Story #3: Death Café

Death for Dinner

           Imagine taking your date to a restaurant and discovering that death is on the menu. That’s what happens at a Death Café.

           A Death Café is a discussion among a group of people, often strangers, who come together to drink tea and eat cake − and talk about death.

           Karen Weisbaum, a professor at St. Lawrence College, recently organized an event based on the Death Café model at the Kingston campus, where she teaches health law, ethics and policy in the Health Care Administration Program. The event, held over the lunch period, served as an introduction to several end-of-life issues that she planned to discuss in class with students, such as organ donation and living wills.
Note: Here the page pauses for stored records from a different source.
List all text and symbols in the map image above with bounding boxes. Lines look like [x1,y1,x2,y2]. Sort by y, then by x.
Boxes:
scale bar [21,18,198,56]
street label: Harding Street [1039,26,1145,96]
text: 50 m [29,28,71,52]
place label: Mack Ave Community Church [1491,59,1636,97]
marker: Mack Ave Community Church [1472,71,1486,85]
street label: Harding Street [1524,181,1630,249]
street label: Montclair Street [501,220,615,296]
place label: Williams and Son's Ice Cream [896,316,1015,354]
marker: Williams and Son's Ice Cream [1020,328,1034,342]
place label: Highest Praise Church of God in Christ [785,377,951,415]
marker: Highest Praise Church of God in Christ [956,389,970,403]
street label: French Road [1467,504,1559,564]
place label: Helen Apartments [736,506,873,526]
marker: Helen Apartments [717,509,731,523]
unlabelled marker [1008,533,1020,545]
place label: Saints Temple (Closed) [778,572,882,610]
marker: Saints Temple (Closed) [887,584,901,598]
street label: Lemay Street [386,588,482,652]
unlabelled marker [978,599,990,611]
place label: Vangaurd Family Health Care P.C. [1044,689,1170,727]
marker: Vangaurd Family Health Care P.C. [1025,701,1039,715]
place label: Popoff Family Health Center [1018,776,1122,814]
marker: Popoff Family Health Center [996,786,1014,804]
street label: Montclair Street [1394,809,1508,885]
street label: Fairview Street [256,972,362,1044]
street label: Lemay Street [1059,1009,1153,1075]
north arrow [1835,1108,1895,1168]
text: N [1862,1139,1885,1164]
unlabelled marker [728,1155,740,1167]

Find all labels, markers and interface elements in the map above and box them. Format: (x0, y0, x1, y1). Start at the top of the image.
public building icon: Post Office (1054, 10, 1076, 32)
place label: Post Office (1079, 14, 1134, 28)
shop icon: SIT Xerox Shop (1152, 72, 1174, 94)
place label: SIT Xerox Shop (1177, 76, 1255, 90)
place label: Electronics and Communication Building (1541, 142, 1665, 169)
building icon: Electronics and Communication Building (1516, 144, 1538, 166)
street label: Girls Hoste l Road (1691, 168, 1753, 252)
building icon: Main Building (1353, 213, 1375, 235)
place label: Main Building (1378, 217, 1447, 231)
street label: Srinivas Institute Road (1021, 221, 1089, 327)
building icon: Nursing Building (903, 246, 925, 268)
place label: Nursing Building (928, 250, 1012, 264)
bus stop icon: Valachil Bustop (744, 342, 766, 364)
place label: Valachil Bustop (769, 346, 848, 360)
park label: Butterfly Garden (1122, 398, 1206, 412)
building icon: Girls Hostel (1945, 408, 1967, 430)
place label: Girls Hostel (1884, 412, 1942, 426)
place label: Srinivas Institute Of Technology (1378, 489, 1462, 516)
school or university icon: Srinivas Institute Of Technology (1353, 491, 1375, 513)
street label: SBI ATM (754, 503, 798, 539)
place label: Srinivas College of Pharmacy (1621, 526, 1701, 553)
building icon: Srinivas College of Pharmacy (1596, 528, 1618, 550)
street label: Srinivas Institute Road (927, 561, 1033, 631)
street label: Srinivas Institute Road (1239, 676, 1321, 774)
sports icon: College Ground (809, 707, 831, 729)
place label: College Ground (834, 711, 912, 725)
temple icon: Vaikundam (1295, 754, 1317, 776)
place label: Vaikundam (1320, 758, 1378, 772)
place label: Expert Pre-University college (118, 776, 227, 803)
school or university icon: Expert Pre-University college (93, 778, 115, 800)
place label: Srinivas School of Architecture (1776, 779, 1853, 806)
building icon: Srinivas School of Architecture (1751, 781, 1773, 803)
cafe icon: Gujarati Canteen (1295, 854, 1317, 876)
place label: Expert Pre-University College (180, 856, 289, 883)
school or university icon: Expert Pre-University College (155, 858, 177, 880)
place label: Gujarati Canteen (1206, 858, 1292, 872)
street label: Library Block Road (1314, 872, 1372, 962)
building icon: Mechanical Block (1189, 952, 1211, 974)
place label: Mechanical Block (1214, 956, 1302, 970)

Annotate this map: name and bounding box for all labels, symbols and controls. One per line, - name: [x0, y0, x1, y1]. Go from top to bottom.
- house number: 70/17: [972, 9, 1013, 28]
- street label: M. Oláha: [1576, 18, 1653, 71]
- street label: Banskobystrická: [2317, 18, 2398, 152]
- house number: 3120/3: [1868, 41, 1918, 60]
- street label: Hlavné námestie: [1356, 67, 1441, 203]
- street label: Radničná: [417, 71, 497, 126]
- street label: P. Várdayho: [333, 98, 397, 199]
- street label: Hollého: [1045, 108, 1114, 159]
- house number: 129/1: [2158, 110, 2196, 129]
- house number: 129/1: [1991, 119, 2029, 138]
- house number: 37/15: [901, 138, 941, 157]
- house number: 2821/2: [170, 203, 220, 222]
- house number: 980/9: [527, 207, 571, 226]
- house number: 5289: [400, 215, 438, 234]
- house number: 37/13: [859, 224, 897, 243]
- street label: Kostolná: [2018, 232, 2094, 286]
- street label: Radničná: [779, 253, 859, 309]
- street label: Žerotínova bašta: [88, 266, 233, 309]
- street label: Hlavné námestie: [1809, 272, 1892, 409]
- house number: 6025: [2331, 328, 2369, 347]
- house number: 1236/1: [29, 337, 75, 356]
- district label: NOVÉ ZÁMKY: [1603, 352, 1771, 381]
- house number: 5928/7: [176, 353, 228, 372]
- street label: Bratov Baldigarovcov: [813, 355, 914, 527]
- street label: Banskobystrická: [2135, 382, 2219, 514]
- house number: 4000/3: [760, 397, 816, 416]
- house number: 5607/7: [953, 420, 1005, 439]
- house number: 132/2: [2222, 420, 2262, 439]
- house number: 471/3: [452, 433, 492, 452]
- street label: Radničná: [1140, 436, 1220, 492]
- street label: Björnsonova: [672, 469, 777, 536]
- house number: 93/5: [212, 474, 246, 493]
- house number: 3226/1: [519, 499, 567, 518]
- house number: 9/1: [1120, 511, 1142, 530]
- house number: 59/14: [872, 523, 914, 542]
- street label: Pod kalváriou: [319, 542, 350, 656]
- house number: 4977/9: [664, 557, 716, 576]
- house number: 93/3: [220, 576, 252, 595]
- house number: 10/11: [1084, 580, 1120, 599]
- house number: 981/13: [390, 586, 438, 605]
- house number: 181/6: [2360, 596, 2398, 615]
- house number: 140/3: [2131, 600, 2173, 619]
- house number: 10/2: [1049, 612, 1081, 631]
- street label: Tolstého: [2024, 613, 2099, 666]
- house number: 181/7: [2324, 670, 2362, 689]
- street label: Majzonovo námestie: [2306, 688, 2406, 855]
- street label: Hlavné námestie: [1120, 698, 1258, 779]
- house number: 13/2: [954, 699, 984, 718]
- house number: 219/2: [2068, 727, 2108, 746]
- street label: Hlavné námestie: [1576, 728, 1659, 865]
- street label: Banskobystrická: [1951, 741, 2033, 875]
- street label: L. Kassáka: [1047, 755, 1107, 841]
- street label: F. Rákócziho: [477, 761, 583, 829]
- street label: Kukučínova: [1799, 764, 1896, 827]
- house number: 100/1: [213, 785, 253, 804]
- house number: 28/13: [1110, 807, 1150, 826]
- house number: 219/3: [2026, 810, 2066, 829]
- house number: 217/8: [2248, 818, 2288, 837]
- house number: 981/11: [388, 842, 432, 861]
           “Death Café is an opportunity to talk about death in whatever form it takes,” says Karen.

            A Death Café is a forum to discuss an often-taboo subject that happens to everyone. The purpose is to increase our understanding of death and remove some of the anxiety and fear about dying. Ideally, talking about death should help people make the most of living, Karen says.

           “In our program, we don’t really talk about it [death] too much, and I think we need to,” says Karen. “The likelihood is that some of our graduates will get work in places like long-term care facilities. We need people there. We have an aging population.”

            The concept of an informal social event to talk about death was introduced in 2004 by a Swiss sociologist and later developed into the Death Café model by Jon Underwood of the United Kingdom. Death Cafes have been held in more than 60 countries.

            “Palliative care, end-of-life care and medical assistance in dying are all part of a continuum of care,” Karen says. In the Health Care Administration Program,  “we should be talking about how we should be doing it.”

             Karen says that talking about death has made her more compassionate and understanding of others’ feelings and emotions. Her parents, who are both in their late 80s and healthy, have also served as unexpected role models in their approach to dying.

            “When they think about death, they’re ready,” she says.

            “I think that’s a gift of old age. I think there’s a certain point in life where most people realize their own mortality and it invokes fear. Then there’s acceptance or growth or learning − or something. I see in older people a great comfort with that.”